Significance of hypoburrow nodule formation associated with large biogenic sedimentary structures in open-marine bay siliciclastics of the Upper Eocene Birket Qarun Formation, Wadi El-Hitan, Fayum, Egypt

Abstract

Unusually large biogenic sedimentary structures from the shallow quiescent-marine siliciclastics of the Upper Eocene Birket Qarun Formation in the Fayum area of Egypt display pronounced concretion formation around the trace fossils. The structures are massive, and vary morphologically, forming branched pillars (up to dm-scale), vertical (up to 180 cm height) amphora-like masses, and 3-D box-work “maze”. Bioturbation, mainly Thalassinoides attributable to the Glossifungites ichnofacies, mediated and modified the physical and chemical microenvironments influencing early diagenesis; i.e., burrows promote the precipitation of pervasive calcite-dominated cement. The inferred paragenesis, combined with the negative (light) carbon and oxygen stable-isotopic values of the bulk calcite (δ 13C PDB from −0.94 to −4.98‰ and δ 18O PDB from −4.63 to −7.22‰) and bulk dolomite (δ 13C PDB from −2.05 to −8.23‰ and δ 18O PDB from −1.41 to −11.20‰), imply that the pore-water carbon was derived directly from seawater and dissolution of metastable carbonate, which was mediated by bacterial decomposition of organic matter and mixing of meteoric ground water. Thereby, the carbonate cement precipitated mostly under eodiagenetic conditions near the sediment/water interface (<~3 m in depth).
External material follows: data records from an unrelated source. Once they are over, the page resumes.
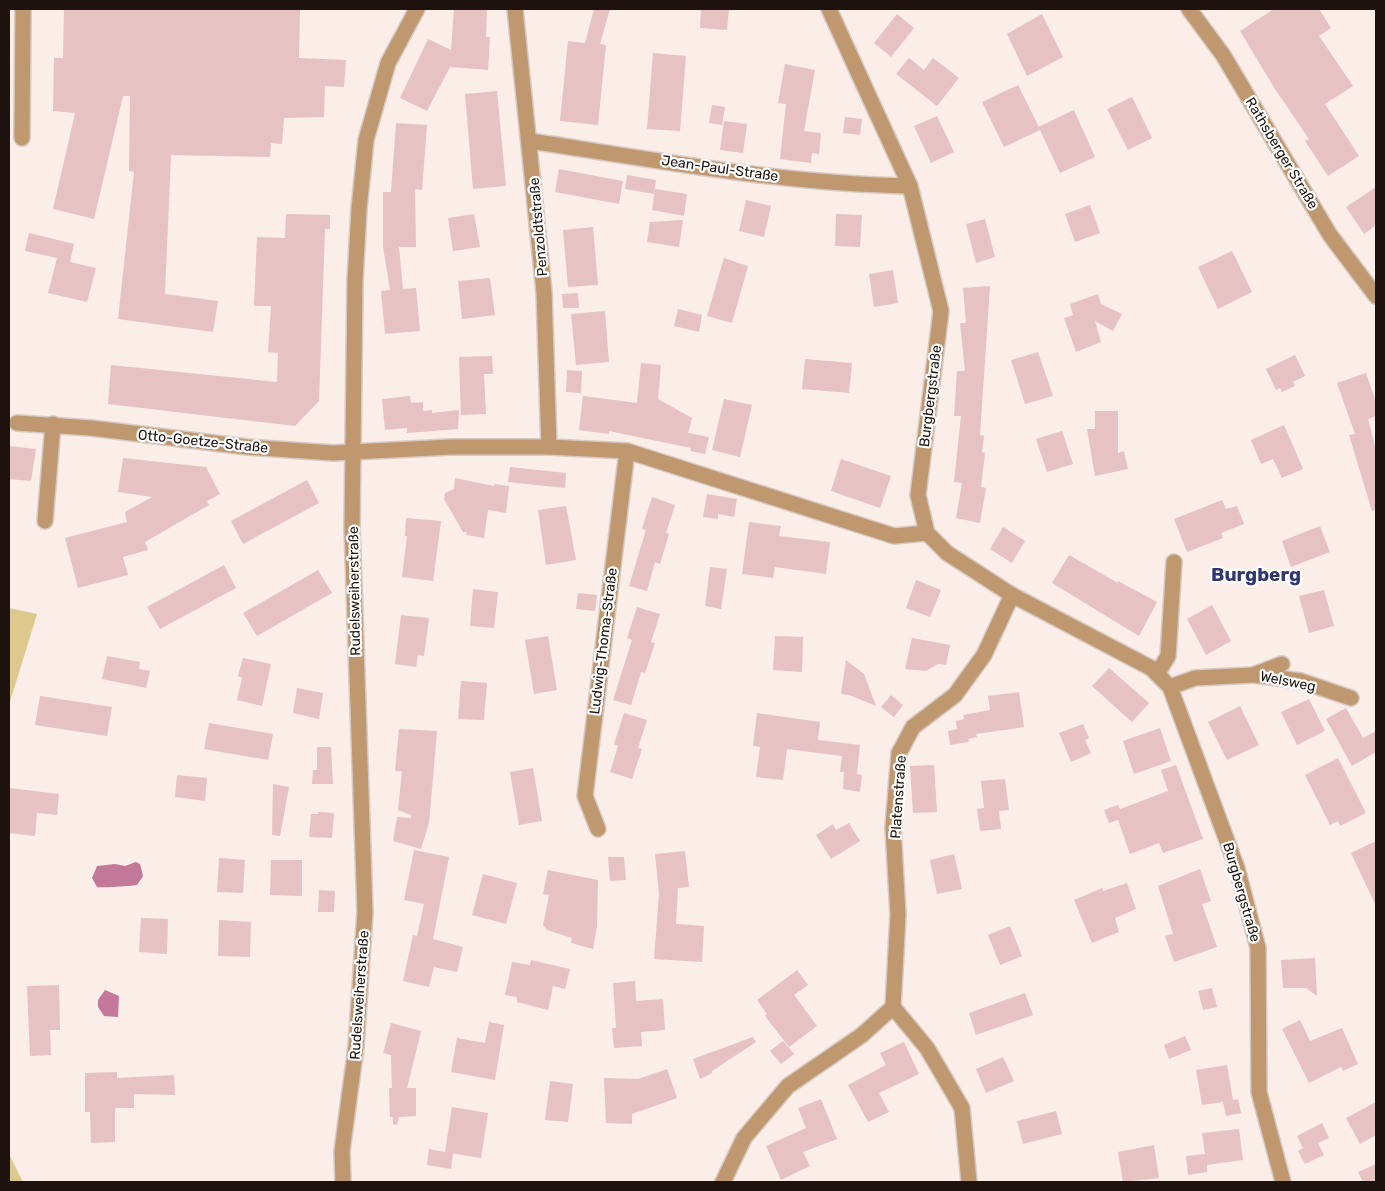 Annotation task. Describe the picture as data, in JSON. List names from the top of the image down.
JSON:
{
  "streets": {
    "street": [
      "Rathsberger Straße",
      "Jean-Paul-Straße",
      "Penzoldtstraße",
      "Burgbergstraße",
      "Otto-Goetze-Straße",
      "Rudelsweiherstraße",
      "Ludwig-Thoma-Straße",
      "Welsweg",
      "Platenstraße"
    ]
  },
  "crossings": [
    ["Jean-Paul-Straße", "Penzoldtstraße"],
    ["Jean-Paul-Straße", "Burgbergstraße"],
    ["Burgbergstraße", "Platenstraße"],
    ["Otto-Goetze-Straße", "Rudelsweiherstraße"]
  ],
  "districts": ["Burgberg"]
}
The distribution of these structures is confined to parasequence-bounding flooding surfaces (generally expressed as transgressive surfaces of erosion). Notably, sedimentological, ichnological and paragenetic data can be related to stratigraphic evolution such that geochemical and textural evidence is distinctly associated with (1) early cementation of the host sandstone during highstands of relative sea level, (2) the formation of firmgrounds during low relative sea level, (3) the development of a Glossifungites-demarcated discontinuity during initial relative sea-level rise, and (4) continued cementation with rising relative sea level. This was followed by burial diagenesis, evidence for which is derived from petrographic and isotopic data.